Post Process Experience with Customizable Modes #1768

Haichao-Zhang · 2025-05-07T21:32:53Z

Post Process Experience
preprocess_unroll_experience feature, useful for a number of scenarios. For example:

many kinds of trajectory labeling (e.g. hindsight success relabeling)
trajectory filtering (e.g. excluding some trajectories from being stored into the buffer).

In some cases, it is also a necessary component to use if we want to use in-algorithm procedures to overwrite quantities in the timestep and record it into the buffer (e.g. step type), so that all the other logics in ALF are fully respected (e.g.masking out the loss for the LAST step based on step type).

Synced Traning
Note that although one may think step-based filtering (e.g. excluding tasks) can also be done on the replay buffer side, the training dynamics are not the same.
This PR ensures synced training, meaning we won't do train step for those invalid/to be excluded steps.
In contrast, replay buffer based filtering cannot ensure synced training.

Customizable Modes
The behavior could be customized by the user. Some examples:
(1) per-step saving without delay: saving each step of unroll experience into the replay buffer as we get it.
(2) all-step saving with delay: saving all the steps of unroll experience into the replay buffer with delay. This can happen in the case where we want to annotate an trajectory based on some quantities that are not immediately available in the current step (e.g. task success/failure).
(3) selective saving: exclude some of the unroll experiences and only save the rest. This could be useful in the case where there are transitions that are irrelevant to the training (e.g. in the multi-task case, where we want to exclude data from certain subtasks).

runjerry · 2025-05-09T04:25:56Z

alf/algorithms/algorithm.py

    @common.mark_replay
-    def train_from_replay_buffer(self, update_global_counter=False):
+    def train_from_replay_buffer(self,
+                                 effective_unroll_steps,


Add docstring for this arg?

This arg is now removed

runjerry · 2025-05-09T04:27:50Z

alf/algorithms/rl_algorithm.py

                config, self._num_earliest_frames_ignored)

+            if self._episodic_annotation:
+                assert self._env.batch_size == 1, "only support non-batched environment"


Add this to the docstring of episodic_annotation?

The assertion is not necessary here so remove also

runjerry · 2025-05-09T04:29:55Z

alf/algorithms/rl_algorithm.py

+        """A function that determines whether the ``post_process_episode`` function should
+        be applied to the current list of experiences.
+        """


This is an interface mainly used for subclasses? Maybe mention this. Same for post_process_episode.

Good point. Added comments.

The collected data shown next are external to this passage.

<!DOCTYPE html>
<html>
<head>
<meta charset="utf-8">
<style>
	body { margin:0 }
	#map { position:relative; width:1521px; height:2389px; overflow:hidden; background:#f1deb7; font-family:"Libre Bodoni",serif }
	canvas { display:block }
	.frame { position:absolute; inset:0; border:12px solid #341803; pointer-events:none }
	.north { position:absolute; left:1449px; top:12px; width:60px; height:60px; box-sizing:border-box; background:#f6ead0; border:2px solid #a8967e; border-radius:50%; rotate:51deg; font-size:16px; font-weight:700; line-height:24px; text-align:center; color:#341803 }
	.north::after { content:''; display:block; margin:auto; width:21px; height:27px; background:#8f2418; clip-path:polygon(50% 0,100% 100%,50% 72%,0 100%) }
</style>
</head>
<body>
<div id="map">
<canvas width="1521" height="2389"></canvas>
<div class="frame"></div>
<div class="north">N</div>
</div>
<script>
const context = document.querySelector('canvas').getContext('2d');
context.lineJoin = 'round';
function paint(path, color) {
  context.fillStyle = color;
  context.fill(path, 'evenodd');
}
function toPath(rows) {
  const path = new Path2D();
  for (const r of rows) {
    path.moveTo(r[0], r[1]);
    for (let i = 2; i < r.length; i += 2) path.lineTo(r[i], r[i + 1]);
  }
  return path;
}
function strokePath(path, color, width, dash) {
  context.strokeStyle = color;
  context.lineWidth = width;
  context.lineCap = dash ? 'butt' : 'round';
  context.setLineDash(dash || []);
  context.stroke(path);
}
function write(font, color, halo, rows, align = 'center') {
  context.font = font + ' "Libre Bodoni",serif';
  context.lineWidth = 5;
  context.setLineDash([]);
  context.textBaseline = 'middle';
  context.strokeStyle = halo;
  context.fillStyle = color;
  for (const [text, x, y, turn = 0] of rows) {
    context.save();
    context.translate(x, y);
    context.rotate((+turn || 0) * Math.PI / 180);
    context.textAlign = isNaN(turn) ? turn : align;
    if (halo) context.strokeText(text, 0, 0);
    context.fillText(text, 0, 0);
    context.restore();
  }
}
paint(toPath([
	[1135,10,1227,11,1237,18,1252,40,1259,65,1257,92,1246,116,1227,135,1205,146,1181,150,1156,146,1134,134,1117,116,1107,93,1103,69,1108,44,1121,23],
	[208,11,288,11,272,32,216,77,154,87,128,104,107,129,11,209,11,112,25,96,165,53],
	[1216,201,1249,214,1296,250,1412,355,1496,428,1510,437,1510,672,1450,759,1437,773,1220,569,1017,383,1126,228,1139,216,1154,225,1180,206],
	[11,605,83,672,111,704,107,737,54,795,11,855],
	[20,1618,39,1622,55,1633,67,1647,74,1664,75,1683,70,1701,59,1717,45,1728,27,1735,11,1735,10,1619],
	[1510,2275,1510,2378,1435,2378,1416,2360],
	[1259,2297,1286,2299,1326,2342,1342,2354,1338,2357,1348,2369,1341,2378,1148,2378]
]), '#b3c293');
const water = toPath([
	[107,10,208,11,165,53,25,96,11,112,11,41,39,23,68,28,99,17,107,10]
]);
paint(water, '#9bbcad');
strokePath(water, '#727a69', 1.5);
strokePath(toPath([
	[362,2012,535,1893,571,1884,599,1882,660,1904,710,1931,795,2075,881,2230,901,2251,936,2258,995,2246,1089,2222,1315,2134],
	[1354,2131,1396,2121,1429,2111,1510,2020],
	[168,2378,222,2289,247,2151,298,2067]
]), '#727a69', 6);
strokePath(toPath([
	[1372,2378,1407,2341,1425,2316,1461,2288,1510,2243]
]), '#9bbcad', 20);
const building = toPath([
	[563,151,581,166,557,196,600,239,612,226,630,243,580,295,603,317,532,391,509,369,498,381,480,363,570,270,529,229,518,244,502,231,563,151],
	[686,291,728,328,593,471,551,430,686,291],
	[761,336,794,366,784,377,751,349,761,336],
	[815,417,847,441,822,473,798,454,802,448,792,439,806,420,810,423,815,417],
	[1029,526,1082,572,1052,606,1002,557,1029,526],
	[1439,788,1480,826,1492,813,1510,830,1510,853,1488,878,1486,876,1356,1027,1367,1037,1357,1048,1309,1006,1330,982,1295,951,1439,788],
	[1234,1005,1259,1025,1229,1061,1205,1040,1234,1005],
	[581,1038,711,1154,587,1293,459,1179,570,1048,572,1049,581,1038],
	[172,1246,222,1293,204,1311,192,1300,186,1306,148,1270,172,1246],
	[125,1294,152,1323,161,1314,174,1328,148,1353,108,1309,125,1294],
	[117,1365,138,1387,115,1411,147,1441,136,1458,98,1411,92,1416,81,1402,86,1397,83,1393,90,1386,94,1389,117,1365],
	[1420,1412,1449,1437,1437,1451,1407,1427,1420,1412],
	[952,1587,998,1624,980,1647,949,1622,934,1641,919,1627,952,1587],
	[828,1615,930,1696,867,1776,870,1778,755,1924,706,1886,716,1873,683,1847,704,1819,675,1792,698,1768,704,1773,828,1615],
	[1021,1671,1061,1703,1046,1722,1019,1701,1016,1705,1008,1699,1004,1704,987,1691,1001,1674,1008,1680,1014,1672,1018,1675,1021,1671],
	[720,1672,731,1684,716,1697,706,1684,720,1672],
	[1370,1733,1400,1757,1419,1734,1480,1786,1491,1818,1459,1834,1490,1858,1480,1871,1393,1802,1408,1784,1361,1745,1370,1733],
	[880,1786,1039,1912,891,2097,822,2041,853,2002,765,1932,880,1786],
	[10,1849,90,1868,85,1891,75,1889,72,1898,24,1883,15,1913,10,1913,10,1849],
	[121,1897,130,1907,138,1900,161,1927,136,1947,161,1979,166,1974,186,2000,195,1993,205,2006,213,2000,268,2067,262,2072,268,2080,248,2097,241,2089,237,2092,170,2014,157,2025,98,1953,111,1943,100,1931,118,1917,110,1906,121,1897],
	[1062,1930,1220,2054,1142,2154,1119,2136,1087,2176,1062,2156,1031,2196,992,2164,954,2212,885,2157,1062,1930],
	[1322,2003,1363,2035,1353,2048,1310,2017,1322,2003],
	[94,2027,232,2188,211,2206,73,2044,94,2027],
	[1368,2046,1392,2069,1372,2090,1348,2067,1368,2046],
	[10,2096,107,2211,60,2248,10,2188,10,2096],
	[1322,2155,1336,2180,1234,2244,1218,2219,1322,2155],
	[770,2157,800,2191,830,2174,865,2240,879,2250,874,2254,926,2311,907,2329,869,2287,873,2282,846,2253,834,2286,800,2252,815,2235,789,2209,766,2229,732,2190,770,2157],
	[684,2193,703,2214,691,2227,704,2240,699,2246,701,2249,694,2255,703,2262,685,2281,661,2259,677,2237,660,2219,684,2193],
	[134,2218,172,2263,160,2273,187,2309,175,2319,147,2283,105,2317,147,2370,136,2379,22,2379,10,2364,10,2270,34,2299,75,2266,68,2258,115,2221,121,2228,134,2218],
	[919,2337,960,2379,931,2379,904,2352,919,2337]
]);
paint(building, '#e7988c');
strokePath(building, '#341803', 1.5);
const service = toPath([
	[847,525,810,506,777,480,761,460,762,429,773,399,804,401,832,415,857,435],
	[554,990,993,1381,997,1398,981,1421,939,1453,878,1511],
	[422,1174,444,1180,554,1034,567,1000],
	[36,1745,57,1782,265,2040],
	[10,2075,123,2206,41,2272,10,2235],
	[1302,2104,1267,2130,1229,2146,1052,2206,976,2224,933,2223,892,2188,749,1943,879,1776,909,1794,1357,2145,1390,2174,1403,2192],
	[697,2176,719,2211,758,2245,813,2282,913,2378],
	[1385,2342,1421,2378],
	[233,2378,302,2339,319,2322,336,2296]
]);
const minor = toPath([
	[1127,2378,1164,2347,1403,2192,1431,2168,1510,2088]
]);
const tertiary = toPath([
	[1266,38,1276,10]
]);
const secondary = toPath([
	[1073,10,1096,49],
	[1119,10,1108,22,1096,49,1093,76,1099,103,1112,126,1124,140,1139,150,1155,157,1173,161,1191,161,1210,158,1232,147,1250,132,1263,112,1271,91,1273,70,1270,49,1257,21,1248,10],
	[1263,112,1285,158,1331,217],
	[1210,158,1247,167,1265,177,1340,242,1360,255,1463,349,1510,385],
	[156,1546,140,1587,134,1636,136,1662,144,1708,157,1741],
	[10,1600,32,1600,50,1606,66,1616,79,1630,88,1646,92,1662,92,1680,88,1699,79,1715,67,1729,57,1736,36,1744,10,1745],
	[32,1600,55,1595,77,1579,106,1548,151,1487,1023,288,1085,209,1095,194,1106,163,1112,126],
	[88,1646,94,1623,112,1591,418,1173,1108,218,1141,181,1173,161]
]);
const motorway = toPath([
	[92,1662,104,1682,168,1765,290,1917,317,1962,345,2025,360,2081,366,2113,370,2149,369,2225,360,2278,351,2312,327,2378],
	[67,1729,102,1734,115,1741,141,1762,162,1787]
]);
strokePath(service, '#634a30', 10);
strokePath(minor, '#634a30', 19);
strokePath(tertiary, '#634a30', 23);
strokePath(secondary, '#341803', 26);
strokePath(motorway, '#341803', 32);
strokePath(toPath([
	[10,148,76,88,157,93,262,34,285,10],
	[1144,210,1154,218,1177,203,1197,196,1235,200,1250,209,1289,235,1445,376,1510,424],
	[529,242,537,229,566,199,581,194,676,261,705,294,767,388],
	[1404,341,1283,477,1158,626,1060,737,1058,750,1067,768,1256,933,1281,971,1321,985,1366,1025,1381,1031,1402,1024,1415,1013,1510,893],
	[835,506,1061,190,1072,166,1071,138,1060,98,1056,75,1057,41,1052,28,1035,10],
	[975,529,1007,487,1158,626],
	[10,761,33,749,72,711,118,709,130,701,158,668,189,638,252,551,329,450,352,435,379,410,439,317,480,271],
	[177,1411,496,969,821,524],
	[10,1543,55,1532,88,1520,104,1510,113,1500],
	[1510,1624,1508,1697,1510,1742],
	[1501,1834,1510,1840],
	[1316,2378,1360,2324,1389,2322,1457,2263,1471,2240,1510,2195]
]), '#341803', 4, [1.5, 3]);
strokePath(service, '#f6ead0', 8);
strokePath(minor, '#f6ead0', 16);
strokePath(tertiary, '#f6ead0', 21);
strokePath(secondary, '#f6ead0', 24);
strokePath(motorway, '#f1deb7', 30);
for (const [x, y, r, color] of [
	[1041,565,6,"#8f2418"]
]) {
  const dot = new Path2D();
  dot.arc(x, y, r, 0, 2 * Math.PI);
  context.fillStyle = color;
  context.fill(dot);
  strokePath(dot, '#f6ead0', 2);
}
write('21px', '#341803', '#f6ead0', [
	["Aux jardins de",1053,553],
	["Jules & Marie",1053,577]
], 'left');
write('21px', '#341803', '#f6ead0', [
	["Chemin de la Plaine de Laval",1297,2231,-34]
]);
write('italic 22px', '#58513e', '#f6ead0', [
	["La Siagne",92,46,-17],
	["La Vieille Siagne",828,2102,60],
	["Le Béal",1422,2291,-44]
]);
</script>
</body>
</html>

Also for post_process_episode

runjerry · 2025-05-09T04:38:53Z

alf/algorithms/rl_algorithm.py

+                    self._cached_exp)
+                effective_number_of_unroll_steps = len(annotated_exp_list)
+                # 2) observe
+                if not self.on_policy:


Maybe this condition check should be performed earlier, since it seems a waste to do all the post_process_episode if self.on_policy?

runjerry · 2025-05-09T04:48:48Z

alf/algorithms/algorithm.py

+                < config.initial_collect_steps) or (effective_unroll_steps
+                                                    == 0):


Is there any situation that train_from_replay_buffer will be called with effective_unroll_steps=0?

effective_unroll_steps is now removed from this function

runjerry · 2025-05-09T05:10:36Z

alf/algorithms/rl_algorithm.py

+        for i in range(effective_unroll_steps):
+            steps += self.train_from_replay_buffer(effective_unroll_steps=1,
+                                                   update_global_counter=True)
+            if unrolled:
+                with record_time("time/after_train_iter"):
+                    self.after_train_iter(root_inputs, rollout_info)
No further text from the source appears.